It appears that each section (Vertices/Edges) of the Pajek file can be interpreted as a space-delimited CSV file, which means you can parse it with pandas.read_csv()
. That function is faster than the line-by-line parsing you suggested in your pure-python answer.
Also, it's faster to initialize the edge list and property lists all at once (as numpy arrays) rather than setting each element individually in a python loop.
I think the following implementation ought to be somewhat close to optimal, but I haven't benchmarked it.
import re
from io import StringIO
import numpy as np
import pandas as pd
import graph_tool as gt
def pajek_to_gt(path, directed=False, remove_loops=False):
"""
Load a Pajek .NET file[1] as a graph_tool.Graph.
Supports files which specify their edges via node pairs.
Does not support files which specify their edges via the
'edgeslist' scheme (i.e. the neighbors-list scheme).
Note:
Vertices are renumbered to start with 0, per graph-tool
conventions (not Pajek conventions, which start with 1).
Author: Stuart Berg (github.com/stuarteberg)
License: MIT
[1]: https://gephi.org/users/supported-graph-formats/pajek-net-format/
"""
# Load into RAM
with open(path, 'r') as f:
full_text = f.read()
if '*edgeslist' in full_text:
raise RuntimeError("Neighbor list format not supported.")
# Erase comment lines
full_text = re.sub(r'^\s*%.*$', '', full_text, flags=re.MULTILINE)
# Erase blank lines (including those created by erasing comments)
full_text = re.sub(r'\n+', '\n', full_text)
# Ensure delimiter is a single space
full_text = re.sub(r'[ \t]+', ' ', full_text)
num_vertices = int(StringIO(full_text).readline().split()[-1])
# Split into vertex section and edges section
# (Vertex section might be empty)
vertex_text, edges_text = re.split(r'\*[^\n]+\n', full_text)[1:]
# Parse vertices (if present)
v_df = None
if vertex_text:
v_df = pd.read_csv(StringIO(vertex_text), delimiter=' ', engine='c', names=['id', 'label'], header=None)
assert (v_df['id'] == np.arange(1, 1+num_vertices)).all(), \
"File does not list all vertices, or lists them out of order."
# Parse edges
e_df = pd.read_csv(StringIO(edges_text), delimiter=' ', engine='c', header=None)

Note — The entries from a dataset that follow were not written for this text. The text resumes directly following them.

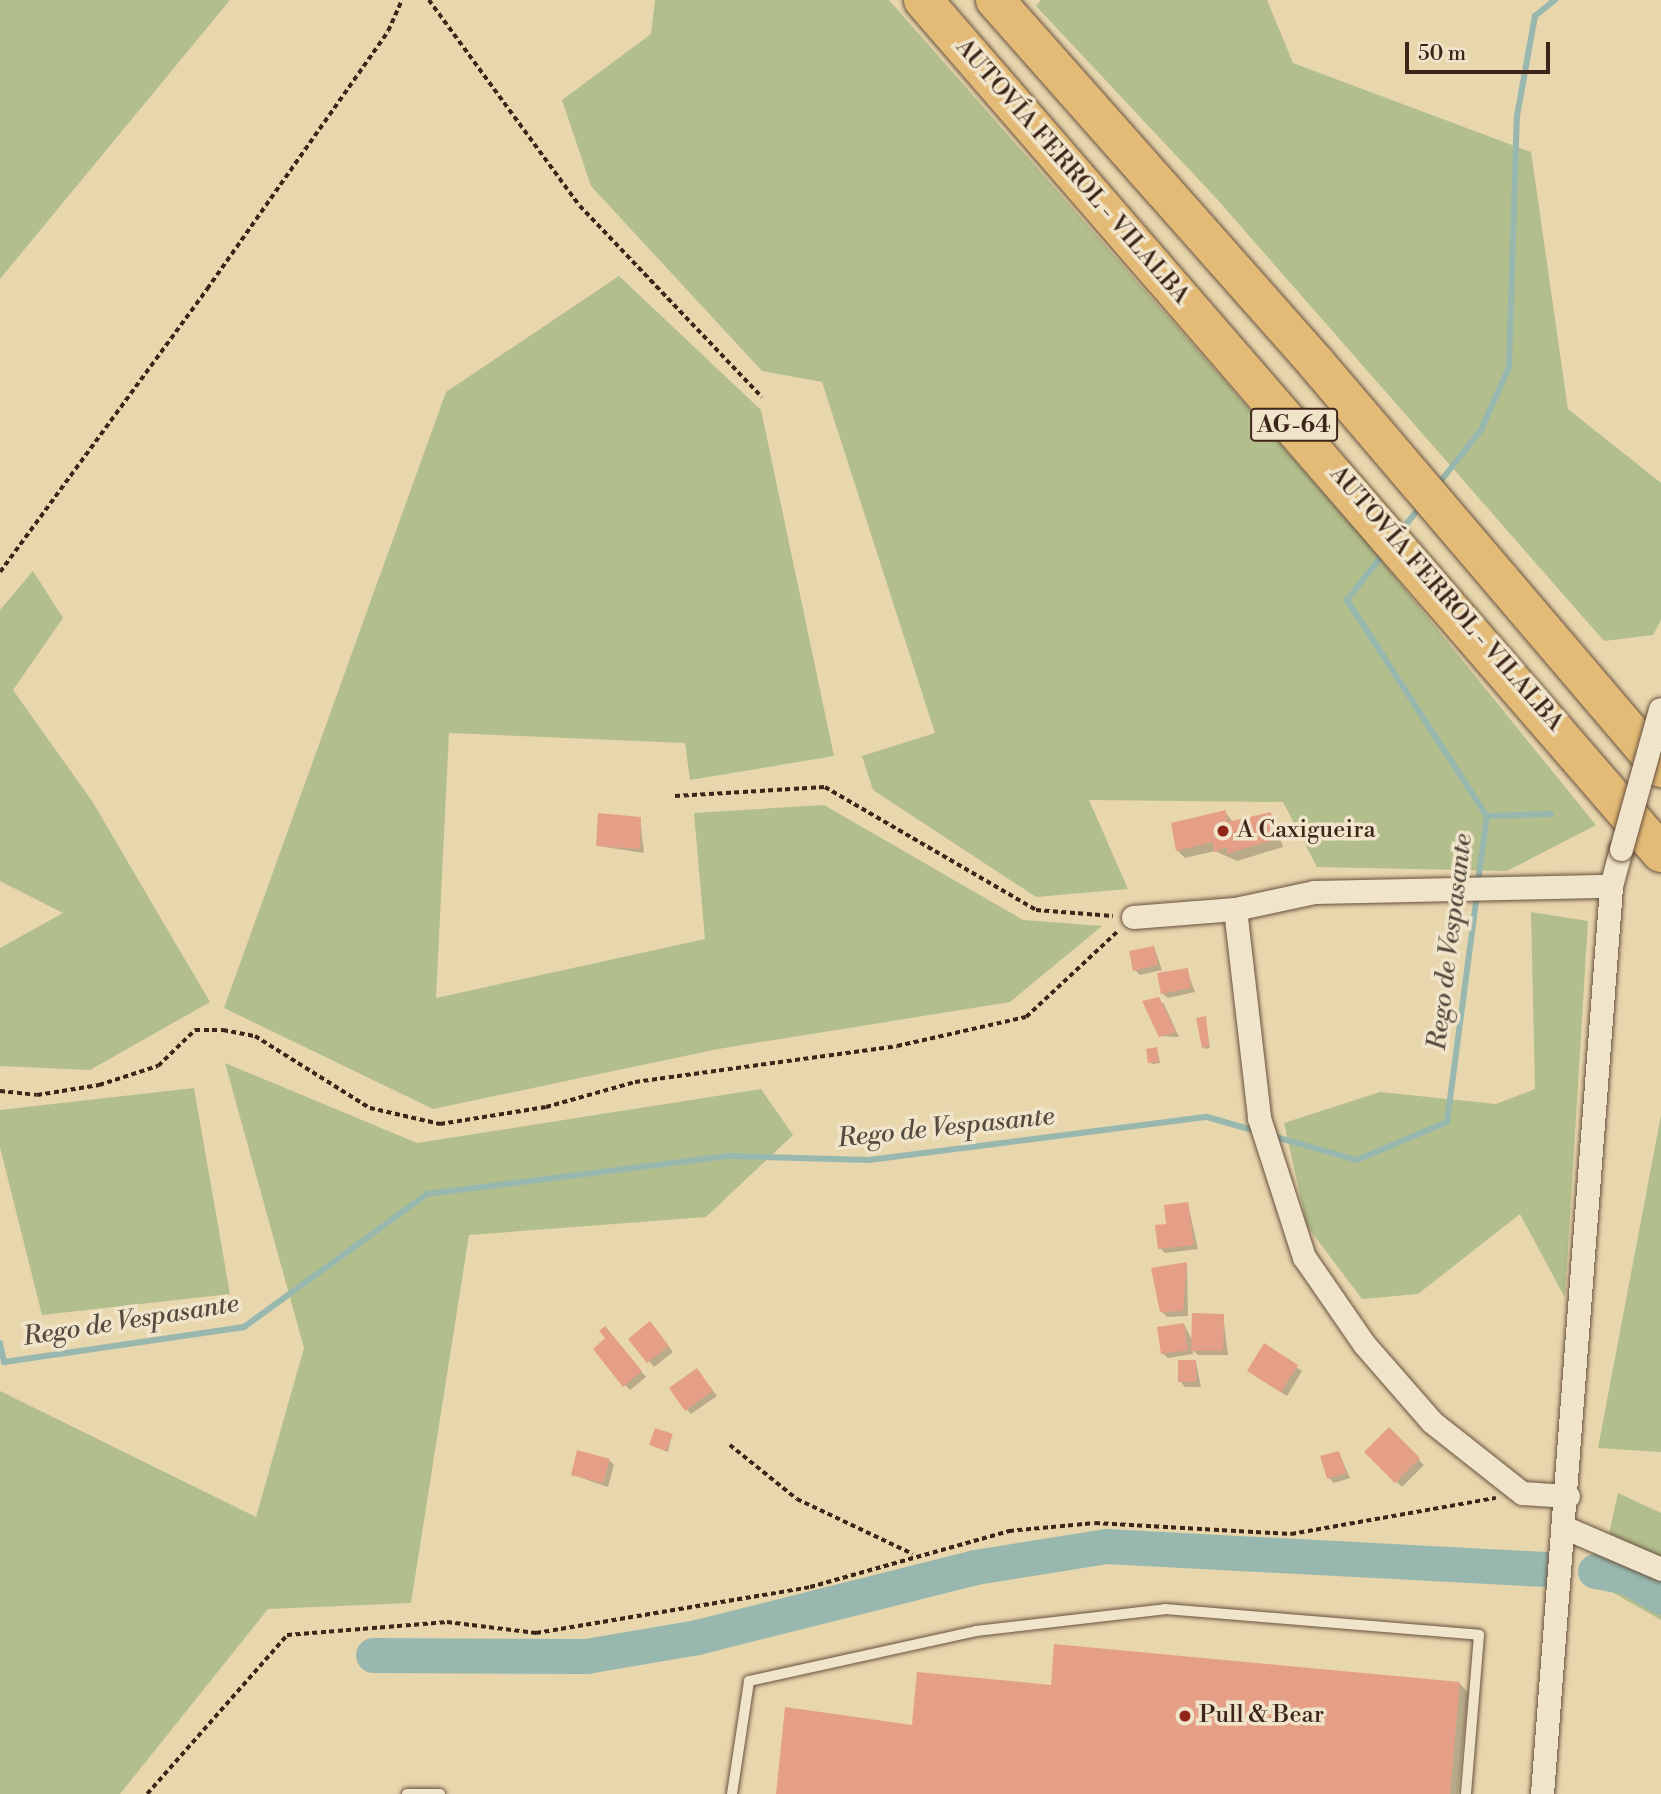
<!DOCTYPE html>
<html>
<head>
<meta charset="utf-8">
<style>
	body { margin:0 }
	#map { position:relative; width:1661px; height:1794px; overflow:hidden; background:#e8d6ad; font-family:"Libre Bodoni",serif }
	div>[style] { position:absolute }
	.green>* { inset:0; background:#b3be8d }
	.shadow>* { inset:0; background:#0003 }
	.stream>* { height:6px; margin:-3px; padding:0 3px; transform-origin:3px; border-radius:3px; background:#98b8af }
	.river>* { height:35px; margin:-17.5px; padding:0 17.5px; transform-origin:17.5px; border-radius:17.5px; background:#98b8af }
	.building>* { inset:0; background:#e59f87 }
	.path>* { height:3.5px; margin-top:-1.75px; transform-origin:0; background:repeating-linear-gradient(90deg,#3d251a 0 5px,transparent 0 8.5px) }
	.roads { filter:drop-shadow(0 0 2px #68513f) drop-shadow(0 0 2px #68513f) }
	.lane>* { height:10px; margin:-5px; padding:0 5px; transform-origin:5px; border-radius:5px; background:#f0e4ca }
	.street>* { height:23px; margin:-11.5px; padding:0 11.5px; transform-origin:11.5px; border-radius:11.5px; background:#f0e4ca }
	.highway>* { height:38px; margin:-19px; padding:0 19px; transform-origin:19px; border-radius:19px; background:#e4bb76 }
	.bridges { filter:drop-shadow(0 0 2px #68513f) drop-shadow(0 0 2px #68513f) }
	.street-bridge>* { height:23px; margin:-11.5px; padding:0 11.5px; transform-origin:11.5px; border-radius:11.5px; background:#f0e4ca }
	.dots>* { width:19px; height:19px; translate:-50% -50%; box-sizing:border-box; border:4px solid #f0e4ca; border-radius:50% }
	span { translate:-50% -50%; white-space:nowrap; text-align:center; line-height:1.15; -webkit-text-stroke:7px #f0e4ca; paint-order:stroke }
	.shield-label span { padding:2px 5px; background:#f0e4ca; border:2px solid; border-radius:5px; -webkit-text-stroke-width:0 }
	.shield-label { font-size:23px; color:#3d251a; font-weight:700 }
	.street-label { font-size:24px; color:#3d251a }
	.poi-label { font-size:24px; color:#3d251a }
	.left { translate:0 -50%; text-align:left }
	.water-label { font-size:26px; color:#544a3f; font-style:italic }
	.scale { position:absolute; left:1405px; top:42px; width:145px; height:32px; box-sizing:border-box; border:4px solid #3d251a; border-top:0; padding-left:9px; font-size:21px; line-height:24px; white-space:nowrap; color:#3d251a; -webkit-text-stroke:5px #f0e4ca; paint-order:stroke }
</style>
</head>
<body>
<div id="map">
	<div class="green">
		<i style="clip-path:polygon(0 0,230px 0,0 279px)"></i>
		<i style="clip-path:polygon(655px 0,889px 0,1364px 539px,1596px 825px,1507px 871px,1317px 867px,1283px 802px,1089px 800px,1128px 889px,1036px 897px,873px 790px,862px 756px,935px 733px,822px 382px,762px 371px,591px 186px,562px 100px,651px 34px)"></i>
		<i style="clip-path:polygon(1041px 0,1267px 0,1293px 63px,1531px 152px,1568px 409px,1661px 483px,1661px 620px,1653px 635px,1604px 641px,1216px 198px,1036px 6px)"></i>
		<i style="clip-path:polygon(619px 276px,761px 410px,834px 756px,690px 780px,685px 743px,449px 733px,436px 998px,705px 939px,694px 813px,824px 805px,1023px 920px,1102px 926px,1010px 1002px,718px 1049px,433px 1109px,224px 1008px,446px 392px)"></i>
		<i style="clip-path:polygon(33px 571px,63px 618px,13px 690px,92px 801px,210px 1002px,90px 1070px,0 1066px,0 948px,63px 913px,0 881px,0 610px)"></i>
		<i style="clip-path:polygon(1531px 912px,1588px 921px,1565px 1298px,1520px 1214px,1418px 1294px,1362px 1299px,1307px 1226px,1284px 1123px,1380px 1092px,1496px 1104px,1535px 1089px)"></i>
		<i style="clip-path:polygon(225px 1063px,417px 1143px,761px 1089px,793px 1135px,706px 1217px,469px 1235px,411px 1603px,268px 1609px,120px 1794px,0 1794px,0 1391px,256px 1517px,304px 1348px)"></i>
		<i style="clip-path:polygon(194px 1088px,230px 1294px,42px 1315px,0 1147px,0 1110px)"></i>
		<i style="clip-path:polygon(1661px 1115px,1661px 1452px,1598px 1448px)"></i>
		<i style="clip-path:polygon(1618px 1493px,1661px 1513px,1661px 1620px,1598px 1584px)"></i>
	</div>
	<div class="shadow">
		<i style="clip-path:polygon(1225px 812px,1233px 822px,1271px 814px,1283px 847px,1237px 861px,1215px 851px,1185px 858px,1177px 850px)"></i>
		<i style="clip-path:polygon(640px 818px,644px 853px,598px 846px)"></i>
		<i style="clip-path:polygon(1154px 947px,1162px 970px,1140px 975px,1135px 970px)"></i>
		<i style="clip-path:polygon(1187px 970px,1195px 992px,1168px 998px,1162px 993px)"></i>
		<i style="clip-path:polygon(1158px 999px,1164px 1004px,1179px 1037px,1160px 1036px)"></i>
		<i style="clip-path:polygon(1205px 1018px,1210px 1048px,1206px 1049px,1204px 1047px)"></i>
		<i style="clip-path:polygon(1157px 1049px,1160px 1063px,1152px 1064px,1150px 1062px)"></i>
		<i style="clip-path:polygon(1188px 1204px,1198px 1249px,1165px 1253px,1160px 1248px,1168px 1225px)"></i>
		<i style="clip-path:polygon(1187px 1264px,1188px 1316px,1167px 1317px,1162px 1312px)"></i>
		<i style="clip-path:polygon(1223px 1315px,1228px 1355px,1198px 1355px,1192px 1349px,1193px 1354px,1168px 1358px,1162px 1353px,1184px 1324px,1193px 1342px)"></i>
		<i style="clip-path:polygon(655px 1329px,673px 1352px,654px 1367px,631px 1339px)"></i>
		<i style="clip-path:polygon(610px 1334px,646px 1377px,630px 1390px,625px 1385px)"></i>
		<i style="clip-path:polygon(1265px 1346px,1302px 1371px,1287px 1396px,1255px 1376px)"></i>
		<i style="clip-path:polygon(1196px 1362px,1201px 1387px,1185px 1387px,1180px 1381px)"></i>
		<i style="clip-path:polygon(697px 1370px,717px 1396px,691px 1414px,686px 1409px)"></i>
		<i style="clip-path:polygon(1389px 1430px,1424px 1465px,1402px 1487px,1367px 1452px)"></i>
		<i style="clip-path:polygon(672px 1435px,668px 1452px,651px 1445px)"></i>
		<i style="clip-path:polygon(1339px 1453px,1350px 1478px,1334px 1483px,1329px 1478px)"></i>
		<i style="clip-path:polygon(609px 1460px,614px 1465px,608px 1487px,573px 1475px)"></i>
		<i style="clip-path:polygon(1460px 1684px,1468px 1692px,1458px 1794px,778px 1794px,1052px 1686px)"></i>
	</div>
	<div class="stream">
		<i style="left:1436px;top:487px;width:73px;rotate:-51.7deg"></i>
		<i style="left:1481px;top:430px;width:69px;rotate:-66deg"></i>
		<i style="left:1509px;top:367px;width:251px;rotate:-88.2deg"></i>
		<i style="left:1517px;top:116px;width:102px;rotate:-79.8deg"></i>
		<i style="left:1535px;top:16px;width:26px;rotate:-39deg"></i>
		<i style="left:1399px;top:533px;width:35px;rotate:-51deg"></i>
		<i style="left:1384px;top:553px;width:60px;rotate:128.2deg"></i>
		<i style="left:1347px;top:600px;width:257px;rotate:57.1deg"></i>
		<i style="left:1478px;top:882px;width:67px;rotate:-82.2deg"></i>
		<i style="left:1487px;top:816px;width:64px;rotate:-1.8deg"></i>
		<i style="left:1269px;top:1135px;width:91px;rotate:15.9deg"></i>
		<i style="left:1357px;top:1160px;width:98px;rotate:-22.9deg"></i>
		<i style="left:1447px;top:1122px;width:231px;rotate:-82.5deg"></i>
		<i style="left:0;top:1343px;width:19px;rotate:78deg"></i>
		<i style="left:4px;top:1362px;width:243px;rotate:-8.3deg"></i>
		<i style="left:244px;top:1327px;width:226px;rotate:-36deg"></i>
		<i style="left:427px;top:1194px;width:303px;rotate:-7.2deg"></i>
		<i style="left:728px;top:1156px;width:141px;rotate:1.6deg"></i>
		<i style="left:869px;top:1160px;width:341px;rotate:-7.3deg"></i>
		<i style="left:1207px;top:1117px;width:54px;rotate:16.1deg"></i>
	</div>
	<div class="river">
		<i style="left:1595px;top:1571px;width:34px;rotate:10deg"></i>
		<i style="left:1628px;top:1577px;width:39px;rotate:31deg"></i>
		<i style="left:373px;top:1655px;width:213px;rotate:0.3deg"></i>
		<i style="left:586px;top:1656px;width:113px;rotate:-9.7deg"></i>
		<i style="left:697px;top:1637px;width:287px;rotate:-14.1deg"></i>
		<i style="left:975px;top:1567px;width:133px;rotate:-9.1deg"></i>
		<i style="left:1106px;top:1546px;width:440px;rotate:3deg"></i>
	</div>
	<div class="building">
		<i style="clip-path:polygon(1226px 810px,1227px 822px,1271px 812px,1276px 839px,1227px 854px,1227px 847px,1214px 852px,1213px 842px,1176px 851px,1171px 823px)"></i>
		<i style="clip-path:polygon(598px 813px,641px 817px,640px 849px,596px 846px)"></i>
		<i style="clip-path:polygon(1154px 946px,1158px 965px,1133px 971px,1129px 951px)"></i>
		<i style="clip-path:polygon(1188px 968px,1191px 988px,1161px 994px,1157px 973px)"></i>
		<i style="clip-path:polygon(1159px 997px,1176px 1032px,1159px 1037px,1142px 1001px)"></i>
		<i style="clip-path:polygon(1206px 1016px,1209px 1046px,1202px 1048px,1196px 1018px)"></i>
		<i style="clip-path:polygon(1157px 1047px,1159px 1062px,1148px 1063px,1146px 1049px)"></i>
		<i style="clip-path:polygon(1188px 1202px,1194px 1245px,1158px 1249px,1155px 1225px,1166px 1224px,1164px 1205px)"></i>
		<i style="clip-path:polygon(1187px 1262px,1183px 1311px,1160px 1312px,1151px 1268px)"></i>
		<i style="clip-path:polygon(1192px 1313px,1224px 1314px,1223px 1351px,1191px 1351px)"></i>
		<i style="clip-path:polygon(650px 1321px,669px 1346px,647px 1363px,628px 1339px)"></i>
		<i style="clip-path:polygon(1184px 1323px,1188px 1350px,1161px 1354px,1157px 1327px)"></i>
		<i style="clip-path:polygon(605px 1326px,642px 1371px,623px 1387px,593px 1349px,605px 1338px,599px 1331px)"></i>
		<i style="clip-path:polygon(1264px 1343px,1298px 1365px,1281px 1392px,1247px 1371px)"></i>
		<i style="clip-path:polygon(1178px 1360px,1196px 1360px,1196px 1382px,1178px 1382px)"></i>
		<i style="clip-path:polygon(697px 1368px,713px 1391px,685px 1411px,669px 1388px)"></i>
		<i style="clip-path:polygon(1389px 1427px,1420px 1458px,1395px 1483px,1364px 1452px)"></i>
		<i style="clip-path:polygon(655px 1428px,673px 1434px,666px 1451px,649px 1445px)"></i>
		<i style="clip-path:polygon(577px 1450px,610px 1459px,603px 1483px,571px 1475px)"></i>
		<i style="clip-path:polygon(1339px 1451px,1346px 1473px,1327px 1479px,1320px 1456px)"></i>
		<i style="clip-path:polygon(1054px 1644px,1460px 1682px,1450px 1794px,776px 1794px,785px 1707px,912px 1725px,917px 1672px,1051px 1685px)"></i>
	</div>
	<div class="path">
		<i style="left:429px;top:0;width:255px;rotate:53.8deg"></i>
		<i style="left:580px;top:206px;width:264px;rotate:46.4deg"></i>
		<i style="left:0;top:572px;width:351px;rotate:-53.8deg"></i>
		<i style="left:207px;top:289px;width:315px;rotate:-54.9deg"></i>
		<i style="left:388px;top:31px;width:34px;rotate:-66deg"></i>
		<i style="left:675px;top:796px;width:150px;rotate:-3.4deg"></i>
		<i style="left:825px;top:787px;width:244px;rotate:30.2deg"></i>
		<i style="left:1036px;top:910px;width:77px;rotate:4.5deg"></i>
		<i style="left:0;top:1091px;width:37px;rotate:6deg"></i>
		<i style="left:37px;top:1095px;width:63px;rotate:-9.2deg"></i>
		<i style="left:99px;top:1085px;width:62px;rotate:-17.9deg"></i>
		<i style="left:158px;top:1066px;width:52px;rotate:-44.2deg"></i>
		<i style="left:195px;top:1030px;width:28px"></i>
		<i style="left:223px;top:1030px;width:33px;rotate:11deg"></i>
		<i style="left:255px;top:1036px;width:136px;rotate:32.1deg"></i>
		<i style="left:370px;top:1108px;width:72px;rotate:12.9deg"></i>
		<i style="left:440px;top:1124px;width:107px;rotate:-9.1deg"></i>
		<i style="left:546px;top:1107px;width:92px;rotate:-15.7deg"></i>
		<i style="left:635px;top:1082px;width:264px;rotate:-7.8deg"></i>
		<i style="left:897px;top:1046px;width:132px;rotate:-12.7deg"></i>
		<i style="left:1026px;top:1017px;width:126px;rotate:-43.1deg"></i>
		<i style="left:730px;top:1445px;width:86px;rotate:38.9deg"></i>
		<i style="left:797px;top:1499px;width:128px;rotate:25.4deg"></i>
		<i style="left:147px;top:1794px;width:212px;rotate:-48.6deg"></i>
		<i style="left:287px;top:1635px;width:161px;rotate:-4.6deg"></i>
		<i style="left:447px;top:1622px;width:90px;rotate:7deg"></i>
		<i style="left:536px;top:1633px;width:278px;rotate:-9.5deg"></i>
		<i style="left:810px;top:1587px;width:207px;rotate:-15.7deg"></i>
		<i style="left:1009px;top:1531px;width:86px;rotate:-5.3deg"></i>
		<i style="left:1095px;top:1523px;width:196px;rotate:3.2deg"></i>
		<i style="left:1291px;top:1534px;width:208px;rotate:-10deg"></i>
	</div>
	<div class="roads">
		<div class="lane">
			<i style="left:407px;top:1794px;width:33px"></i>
			<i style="left:732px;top:1794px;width:114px;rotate:-81.4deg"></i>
			<i style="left:749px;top:1681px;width:232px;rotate:-12.4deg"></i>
			<i style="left:976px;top:1631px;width:190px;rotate:-6.6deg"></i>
			<i style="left:1165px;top:1609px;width:315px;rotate:4.7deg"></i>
			<i style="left:1479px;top:1635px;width:160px;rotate:94.7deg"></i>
		</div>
		<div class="street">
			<i style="left:1235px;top:909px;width:210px;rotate:83.4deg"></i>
			<i style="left:1259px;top:1118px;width:146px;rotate:72.1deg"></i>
			<i style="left:1304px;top:1257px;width:106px;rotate:55.4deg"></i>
			<i style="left:1364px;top:1344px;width:103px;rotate:48.9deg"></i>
			<i style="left:1432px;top:1422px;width:115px;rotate:38.3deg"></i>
			<i style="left:1522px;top:1493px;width:46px;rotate:3.7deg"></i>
			<i style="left:1133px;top:917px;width:102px;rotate:-4.5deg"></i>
			<i style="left:1235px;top:909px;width:81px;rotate:-12.1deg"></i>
			<i style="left:1314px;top:892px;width:297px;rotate:-1.2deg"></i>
			<i style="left:1566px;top:1528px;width:103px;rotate:23.3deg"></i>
			<i style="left:1542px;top:1794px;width:911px;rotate:-85.65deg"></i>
			<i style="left:1611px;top:886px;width:38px;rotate:-75deg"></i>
		</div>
		<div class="highway">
			<i style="left:923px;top:0;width:1128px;rotate:49.13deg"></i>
			<i style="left:995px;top:0;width:485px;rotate:48.5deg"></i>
			<i style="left:1316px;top:363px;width:532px;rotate:49.57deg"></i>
		</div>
	</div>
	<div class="bridges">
		<div class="street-bridge">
			<i style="left:1621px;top:849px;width:145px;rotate:-74.4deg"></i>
		</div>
	</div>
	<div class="dots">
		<i style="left:1223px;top:831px;background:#8f2418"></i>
		<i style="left:1185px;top:1716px;background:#8f2418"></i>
	</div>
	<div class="shield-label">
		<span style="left:1294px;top:425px">AG-64</span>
	</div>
	<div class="street-label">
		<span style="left:1072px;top:172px;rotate:49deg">AUTOVÍA FERROL - VILALBA</span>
		<span style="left:1446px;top:599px;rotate:49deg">AUTOVÍA FERROL - VILALBA</span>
	</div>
	<div class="poi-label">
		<span class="left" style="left:1237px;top:831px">A Caxigueira</span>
		<span class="left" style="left:1199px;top:1716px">Pull &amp; Bear</span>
	</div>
	<div class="water-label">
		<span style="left:1451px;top:942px;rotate:-83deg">Rego de Vespasante</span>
		<span style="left:946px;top:1128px;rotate:-6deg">Rego de Vespasante</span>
		<span style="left:131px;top:1321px;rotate:-9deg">Rego de Vespasante</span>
	</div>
	<div class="scale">50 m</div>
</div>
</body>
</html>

if len(e_df.columns) == 2:
e_df.columns = ['v1', 'v2']
elif len(e_df.columns) == 3:
e_df.columns = ['v1', 'v2', 'weight']
else:
raise RuntimeError("Can't understand edge list")
e_df[['v1', 'v2']] -= 1
# Free up some RAM
del full_text, vertex_text, edges_text
# Create graph
g = gt.Graph(directed=directed)
g.add_vertex(num_vertices)
g.add_edge_list(e_df[['v1', 'v2']].values)
# Add properties
if 'weight' in e_df.columns:
g.edge_properties["weight"] = g.new_edge_property("double", e_df['weight'].values)
if v_df is not None:
g.vertex_properties["label"] = g.new_vertex_property("string", v_df['label'].values)
if remove_loops:
gt.stats.remove_self_loops(g)
return g
Here's what it returns for your example file:
In [1]: from pajek_to_gt import pajek_to_gt
In [2]: g = pajek_to_gt('pajek-example.NET')
In [3]: g.get_vertices()
Out[3]: array([0, 1, 2, 3, 4])
In [4]: g.vertex_properties['label'].get_2d_array([0])
Out[4]: array([['apple', 'cat', 'tree', 'nature', 'fire']], dtype='<U6')
In [5]: g.get_edges()
Out[5]:
array([[0, 2],
[1, 3]])
In [6]: g.edge_properties['weight'].get_array()
Out[6]: PropertyArray([14., 1.])
Note: This function does some preprocessing to convert double-spaces into single-spaces, since your example above uses double-spaces between entries. Was that intentional? The Pajek file specification you linked to uses single-spaces.
Edit:
Upon re-reading the Pajek file spec you linked to, I notice that there are two possible formats for the edges section. The second format lists each node's neighbors, in a variable-length list:
*edgeslist
4941 386 395 451
1 3553 3586 3587 3637
2 3583
3 4930
4 88
5 13 120
Obviously, my implementation above is not compatible with that format. I've edited the function to raise an exception if that format is used in the file.